This vertical theology [Bass] describes misses the part about the incarnation, the part about God being with us that sets Christianity apart. It doesn’t touch on our individual need to be known and enmeshed in God’s life, and for God to be known, at least in part, by us. It’s the horizontal part of our faith we have a hard time with. It’s the part that says God is relational, neighborly, immanent, fleshy, earthy, broken, poured out, dead and risen… and even though I can come up with those words I probably don’t say them enough. Our default is easier: to keep God up there, or in these walls, and to only connect on Sundays. But, this structure of Christendom that has shaped our whole worldview, is changing, it’s being dismantled, along with many of the other hierarchical institutions around us.” (Emphasis added.)

“People, including me, are seeking a more horizontal faith, and a God that doesn’t live somewhere else, outside of us, veiled in complex theology that is beyond our capacity to understand.
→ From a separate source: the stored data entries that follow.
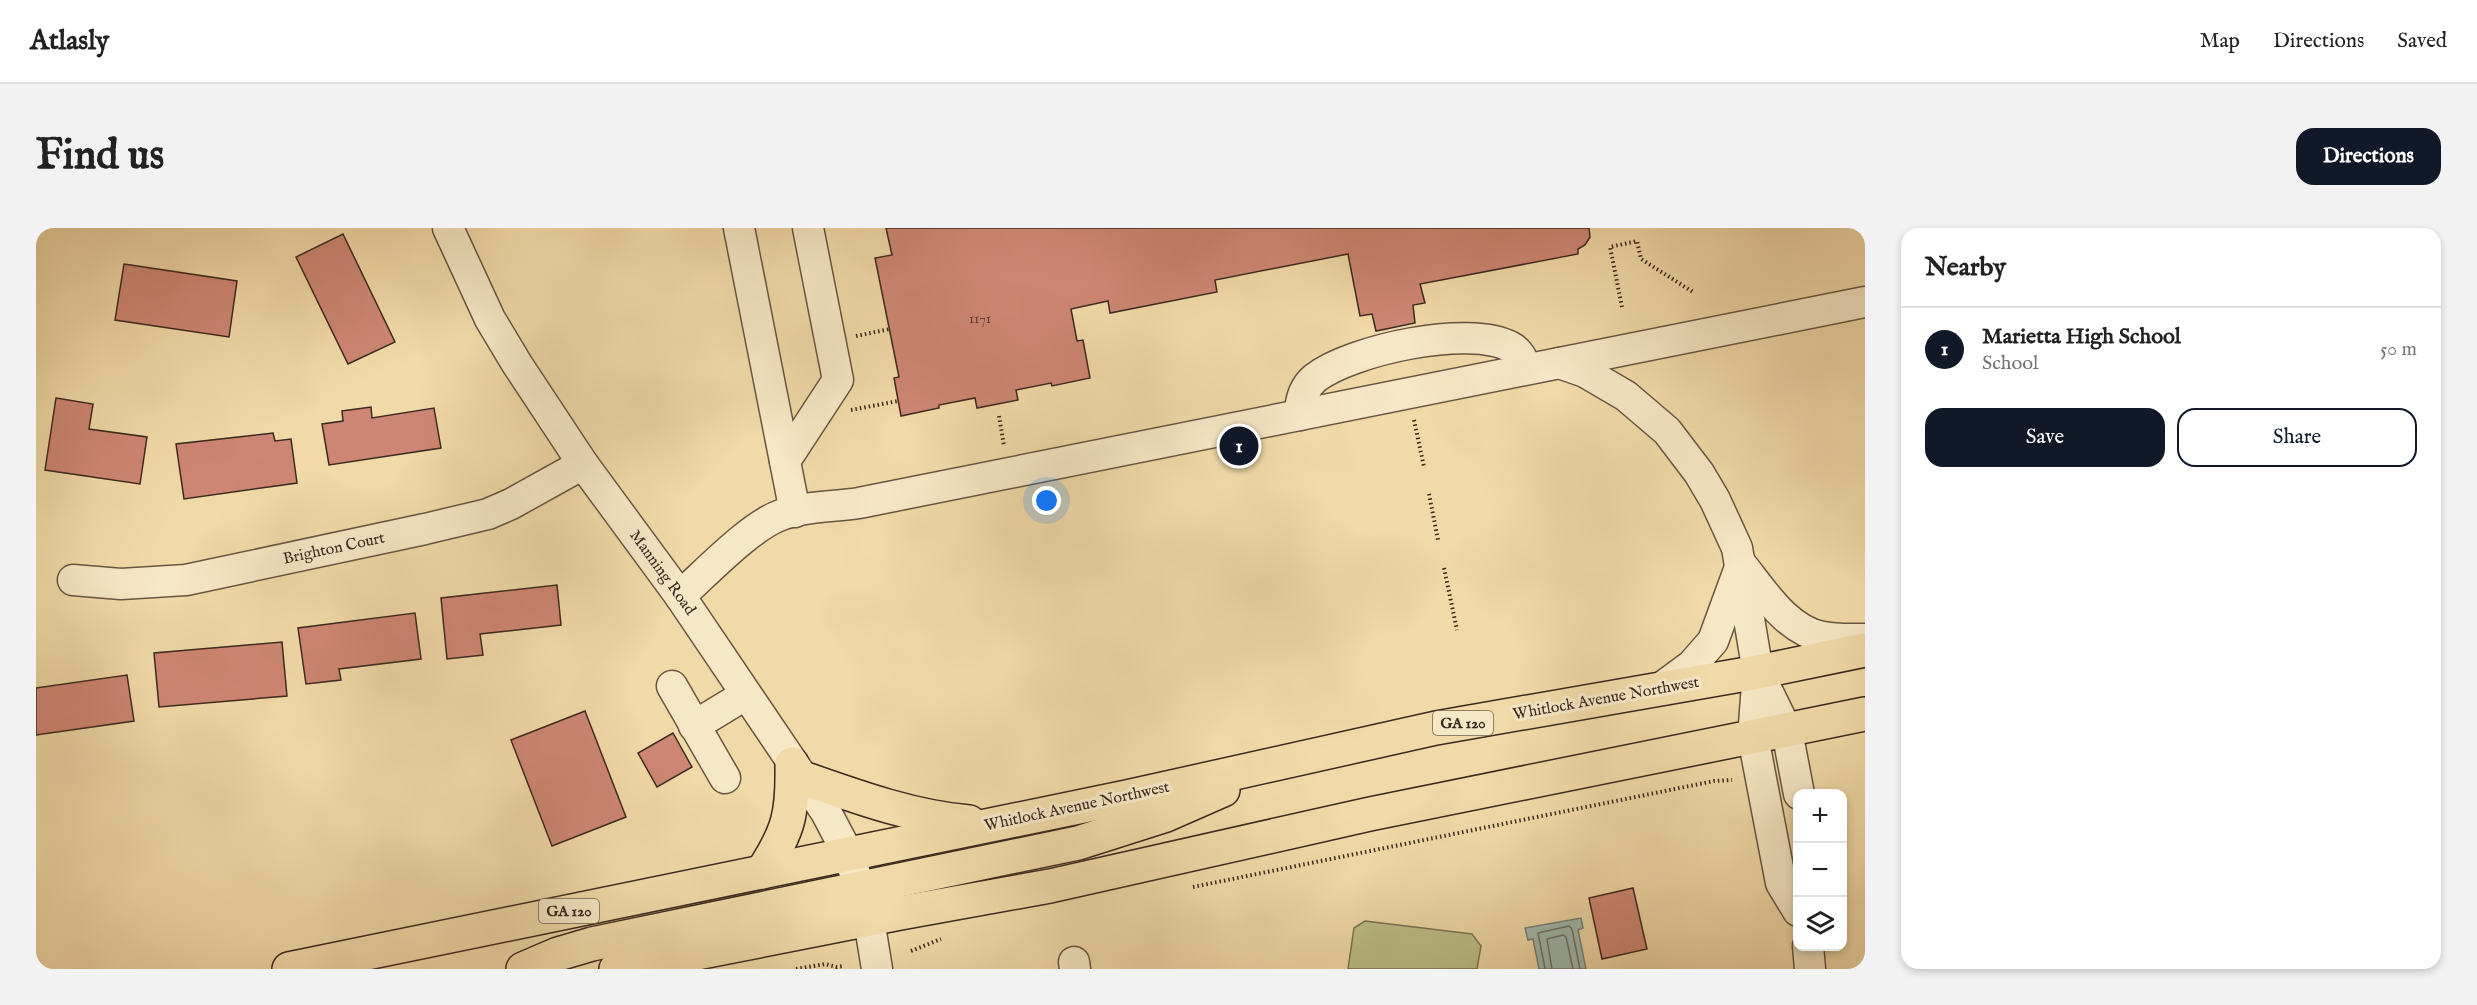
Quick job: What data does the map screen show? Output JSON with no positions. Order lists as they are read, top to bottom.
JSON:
{
  "streets": {
    "highway": ["Whitlock Avenue Northwest", "GA 120"],
    "street": ["Brighton Court", "Manning Road"]
  },
  "crossings": [
    ["Brighton Court", "Manning Road"],
    ["Manning Road", "Whitlock Avenue Northwest"]
  ],
  "house_numbers": ["1171"],
  "page": {
    "header": "Atlasly",
    "nav": ["Map", "Directions", "Saved"],
    "buttons": [
      "Directions",
      ["Save", "Share"]
    ],
    "title": "Find us",
    "heading": "Nearby",
    "list": [
      {
        "mark": "1",
        "name": "Marietta High School",
        "note": "School",
        "value": "50 m"
      }
    ],
    "pins": "1",
    "map_buttons": ["+", "−"]
  }
}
As Bass writes, “my soul has a mile-wide mystical streak.” And that resonates with me. Not in a supernatural sort of way, but it’s a description of faith that affirms a wideness, and a wisdom. All of this doesn’t mean we forget certain pieces of our theology, rather it confirms that God cannot be contained–and that God has vastly different ways of being in relationship with God’s people.” (Emphasis added.)

“The Psalmist begins by praising God for being a dwelling place. It’s a more intimate metaphor, and one that is used throughout scripture. The Gospel of John uses it often, taking a turn from the other three Gospels in the way he talks about God. The word for dwelling is related to the word for womb. It’s an indwelling–that’s how close the Psalmist is to God. A place where one lives, a home to return to. The Psalmist doesn’t describe how the dwelling looks, only that it is has always been there, and it always will be, and that it seems to take the shape of whatever the Psalmist needs. There’s no hierarchy to it, but it is clear that God is God, eternal, and human beings are finite and needy. This, as it turns out, is the Psalmist’s struggle, not proximity to God, but how to fit as much abundance into one life as possible, especially when life seems so short.”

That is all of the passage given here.